What lines in the records below mention "does"? List them all.

**Dataset excerpts:**
◆ ◆ ◆ ◆
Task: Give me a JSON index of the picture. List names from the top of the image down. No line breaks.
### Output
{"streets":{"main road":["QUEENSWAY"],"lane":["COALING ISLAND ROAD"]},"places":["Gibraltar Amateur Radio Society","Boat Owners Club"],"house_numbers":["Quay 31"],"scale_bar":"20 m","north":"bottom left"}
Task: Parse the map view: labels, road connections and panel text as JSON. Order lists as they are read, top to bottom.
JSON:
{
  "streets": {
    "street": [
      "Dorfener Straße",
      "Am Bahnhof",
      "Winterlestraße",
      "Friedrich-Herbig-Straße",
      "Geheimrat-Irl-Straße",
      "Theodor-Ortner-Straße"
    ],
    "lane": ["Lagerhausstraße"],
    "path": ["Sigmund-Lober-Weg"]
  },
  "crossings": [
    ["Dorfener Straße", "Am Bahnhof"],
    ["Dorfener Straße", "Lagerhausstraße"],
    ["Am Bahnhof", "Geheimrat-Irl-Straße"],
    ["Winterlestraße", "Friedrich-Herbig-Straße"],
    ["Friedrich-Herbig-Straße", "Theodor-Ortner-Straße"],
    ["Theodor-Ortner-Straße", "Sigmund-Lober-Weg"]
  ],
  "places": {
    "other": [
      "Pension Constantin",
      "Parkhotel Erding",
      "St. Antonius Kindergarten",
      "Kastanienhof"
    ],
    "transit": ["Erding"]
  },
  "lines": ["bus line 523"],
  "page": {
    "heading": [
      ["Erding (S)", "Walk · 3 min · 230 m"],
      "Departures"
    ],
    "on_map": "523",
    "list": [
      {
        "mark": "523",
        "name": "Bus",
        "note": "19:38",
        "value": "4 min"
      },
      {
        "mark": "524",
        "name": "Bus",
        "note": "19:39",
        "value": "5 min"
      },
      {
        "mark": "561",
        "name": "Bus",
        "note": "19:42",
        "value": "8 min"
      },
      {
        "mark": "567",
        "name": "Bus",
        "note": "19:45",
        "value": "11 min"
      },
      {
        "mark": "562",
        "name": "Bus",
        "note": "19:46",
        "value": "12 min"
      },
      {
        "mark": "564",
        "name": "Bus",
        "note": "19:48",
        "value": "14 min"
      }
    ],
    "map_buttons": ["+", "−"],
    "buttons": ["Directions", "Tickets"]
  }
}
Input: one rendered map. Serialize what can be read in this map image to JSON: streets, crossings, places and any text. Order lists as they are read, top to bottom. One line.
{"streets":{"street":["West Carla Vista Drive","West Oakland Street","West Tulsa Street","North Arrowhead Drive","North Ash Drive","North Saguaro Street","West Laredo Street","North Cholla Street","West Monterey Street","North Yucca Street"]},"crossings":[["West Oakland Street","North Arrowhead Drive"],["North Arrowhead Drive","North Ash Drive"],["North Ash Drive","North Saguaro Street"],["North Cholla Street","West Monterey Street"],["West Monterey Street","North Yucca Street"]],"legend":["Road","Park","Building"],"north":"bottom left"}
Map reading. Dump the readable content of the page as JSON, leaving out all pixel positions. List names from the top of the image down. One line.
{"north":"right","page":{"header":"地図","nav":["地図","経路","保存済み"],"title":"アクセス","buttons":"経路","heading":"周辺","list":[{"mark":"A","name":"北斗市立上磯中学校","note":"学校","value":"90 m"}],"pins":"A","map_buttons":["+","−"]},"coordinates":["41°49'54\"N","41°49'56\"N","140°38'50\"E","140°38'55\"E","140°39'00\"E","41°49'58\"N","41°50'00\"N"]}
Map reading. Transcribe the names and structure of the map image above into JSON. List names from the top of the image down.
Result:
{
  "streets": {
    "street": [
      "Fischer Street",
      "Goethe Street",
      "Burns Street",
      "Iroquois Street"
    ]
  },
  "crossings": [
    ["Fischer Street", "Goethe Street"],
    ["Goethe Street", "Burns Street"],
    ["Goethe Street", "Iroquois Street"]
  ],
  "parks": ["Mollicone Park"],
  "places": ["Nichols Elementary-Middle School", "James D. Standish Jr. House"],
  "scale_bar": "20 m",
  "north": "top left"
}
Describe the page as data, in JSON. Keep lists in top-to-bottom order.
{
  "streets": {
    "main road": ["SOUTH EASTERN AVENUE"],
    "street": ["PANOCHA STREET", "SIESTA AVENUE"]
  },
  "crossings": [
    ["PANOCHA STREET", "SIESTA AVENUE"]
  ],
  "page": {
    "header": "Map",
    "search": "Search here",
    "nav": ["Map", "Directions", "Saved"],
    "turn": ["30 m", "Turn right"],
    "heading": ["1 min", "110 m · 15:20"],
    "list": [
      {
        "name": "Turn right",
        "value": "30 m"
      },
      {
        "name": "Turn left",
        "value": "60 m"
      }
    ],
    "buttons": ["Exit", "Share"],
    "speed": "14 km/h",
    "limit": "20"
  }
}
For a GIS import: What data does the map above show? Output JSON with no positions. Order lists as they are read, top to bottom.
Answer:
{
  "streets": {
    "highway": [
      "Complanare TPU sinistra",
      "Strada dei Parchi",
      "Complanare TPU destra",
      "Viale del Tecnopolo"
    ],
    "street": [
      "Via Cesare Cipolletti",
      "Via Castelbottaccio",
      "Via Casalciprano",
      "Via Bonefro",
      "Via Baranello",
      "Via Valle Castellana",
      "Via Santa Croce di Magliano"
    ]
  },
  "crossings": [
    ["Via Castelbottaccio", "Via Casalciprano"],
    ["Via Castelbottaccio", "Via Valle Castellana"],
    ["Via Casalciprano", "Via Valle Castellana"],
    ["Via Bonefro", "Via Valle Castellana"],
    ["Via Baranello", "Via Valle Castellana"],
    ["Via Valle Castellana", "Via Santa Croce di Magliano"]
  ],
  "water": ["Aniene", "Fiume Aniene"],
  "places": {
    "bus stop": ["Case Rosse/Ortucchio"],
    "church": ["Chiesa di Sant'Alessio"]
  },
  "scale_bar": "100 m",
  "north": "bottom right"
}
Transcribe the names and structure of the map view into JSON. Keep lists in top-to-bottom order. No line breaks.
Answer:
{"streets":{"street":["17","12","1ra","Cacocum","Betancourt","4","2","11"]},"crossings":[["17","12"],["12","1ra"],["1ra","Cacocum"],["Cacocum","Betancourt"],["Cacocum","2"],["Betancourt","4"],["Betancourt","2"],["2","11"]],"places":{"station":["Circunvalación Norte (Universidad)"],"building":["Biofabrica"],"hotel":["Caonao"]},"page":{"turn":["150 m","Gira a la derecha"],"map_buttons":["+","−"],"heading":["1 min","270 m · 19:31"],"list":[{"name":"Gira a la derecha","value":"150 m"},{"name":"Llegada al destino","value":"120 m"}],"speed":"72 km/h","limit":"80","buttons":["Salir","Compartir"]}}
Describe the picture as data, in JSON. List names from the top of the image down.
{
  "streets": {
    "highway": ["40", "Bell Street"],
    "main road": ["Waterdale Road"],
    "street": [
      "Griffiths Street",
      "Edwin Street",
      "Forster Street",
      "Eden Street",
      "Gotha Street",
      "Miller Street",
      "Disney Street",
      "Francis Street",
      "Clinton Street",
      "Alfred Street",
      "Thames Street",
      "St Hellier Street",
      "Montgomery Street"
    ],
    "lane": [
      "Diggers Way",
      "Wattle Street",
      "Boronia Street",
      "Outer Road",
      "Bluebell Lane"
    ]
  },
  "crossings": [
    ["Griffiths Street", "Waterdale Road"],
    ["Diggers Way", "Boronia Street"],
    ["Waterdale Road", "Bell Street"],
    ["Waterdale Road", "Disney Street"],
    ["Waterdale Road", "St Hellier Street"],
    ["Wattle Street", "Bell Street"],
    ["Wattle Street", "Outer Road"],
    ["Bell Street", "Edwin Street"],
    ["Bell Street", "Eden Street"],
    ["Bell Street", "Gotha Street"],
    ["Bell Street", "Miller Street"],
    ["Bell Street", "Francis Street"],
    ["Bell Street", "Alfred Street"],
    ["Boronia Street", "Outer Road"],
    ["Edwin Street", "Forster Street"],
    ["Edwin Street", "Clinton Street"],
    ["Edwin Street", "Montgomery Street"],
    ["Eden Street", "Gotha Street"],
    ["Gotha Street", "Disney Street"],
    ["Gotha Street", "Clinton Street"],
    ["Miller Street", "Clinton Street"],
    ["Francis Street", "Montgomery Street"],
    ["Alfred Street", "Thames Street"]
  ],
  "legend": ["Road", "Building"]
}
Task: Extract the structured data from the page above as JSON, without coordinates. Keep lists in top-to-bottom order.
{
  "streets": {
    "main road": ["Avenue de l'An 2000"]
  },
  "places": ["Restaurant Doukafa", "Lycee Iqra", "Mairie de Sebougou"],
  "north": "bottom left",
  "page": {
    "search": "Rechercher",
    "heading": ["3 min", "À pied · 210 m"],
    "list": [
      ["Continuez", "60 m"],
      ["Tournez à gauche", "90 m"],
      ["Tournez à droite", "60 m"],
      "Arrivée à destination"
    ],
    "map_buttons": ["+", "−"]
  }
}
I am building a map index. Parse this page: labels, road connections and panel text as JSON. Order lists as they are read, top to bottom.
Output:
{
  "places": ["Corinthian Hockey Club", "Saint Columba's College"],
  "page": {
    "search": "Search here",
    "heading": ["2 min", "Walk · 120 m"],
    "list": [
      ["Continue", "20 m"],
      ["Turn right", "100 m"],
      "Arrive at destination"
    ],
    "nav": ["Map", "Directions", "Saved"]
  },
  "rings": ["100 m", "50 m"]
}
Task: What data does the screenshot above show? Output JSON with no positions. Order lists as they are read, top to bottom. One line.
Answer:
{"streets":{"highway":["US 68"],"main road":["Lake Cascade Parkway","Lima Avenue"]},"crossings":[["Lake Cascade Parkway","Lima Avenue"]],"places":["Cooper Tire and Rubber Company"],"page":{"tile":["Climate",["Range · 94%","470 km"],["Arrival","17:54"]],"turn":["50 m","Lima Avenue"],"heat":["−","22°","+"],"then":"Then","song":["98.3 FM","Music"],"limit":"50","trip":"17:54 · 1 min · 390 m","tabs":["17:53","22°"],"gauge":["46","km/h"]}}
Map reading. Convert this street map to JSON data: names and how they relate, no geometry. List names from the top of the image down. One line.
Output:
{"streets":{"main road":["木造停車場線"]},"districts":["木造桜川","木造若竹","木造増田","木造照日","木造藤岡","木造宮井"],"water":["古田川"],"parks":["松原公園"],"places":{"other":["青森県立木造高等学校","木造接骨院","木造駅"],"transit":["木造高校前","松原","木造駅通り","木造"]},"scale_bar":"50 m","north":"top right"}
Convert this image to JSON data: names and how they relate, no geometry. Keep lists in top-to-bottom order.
◆ ◆ ◆ ◆
**Solution to this task:**
For a GIS import: What data does the map above show? Output JSON with no positions. Order lists as they are read, top to bottom.
Task: What data does the screenshot above show? Output JSON with no positions. Order lists as they are read, top to bottom. One line.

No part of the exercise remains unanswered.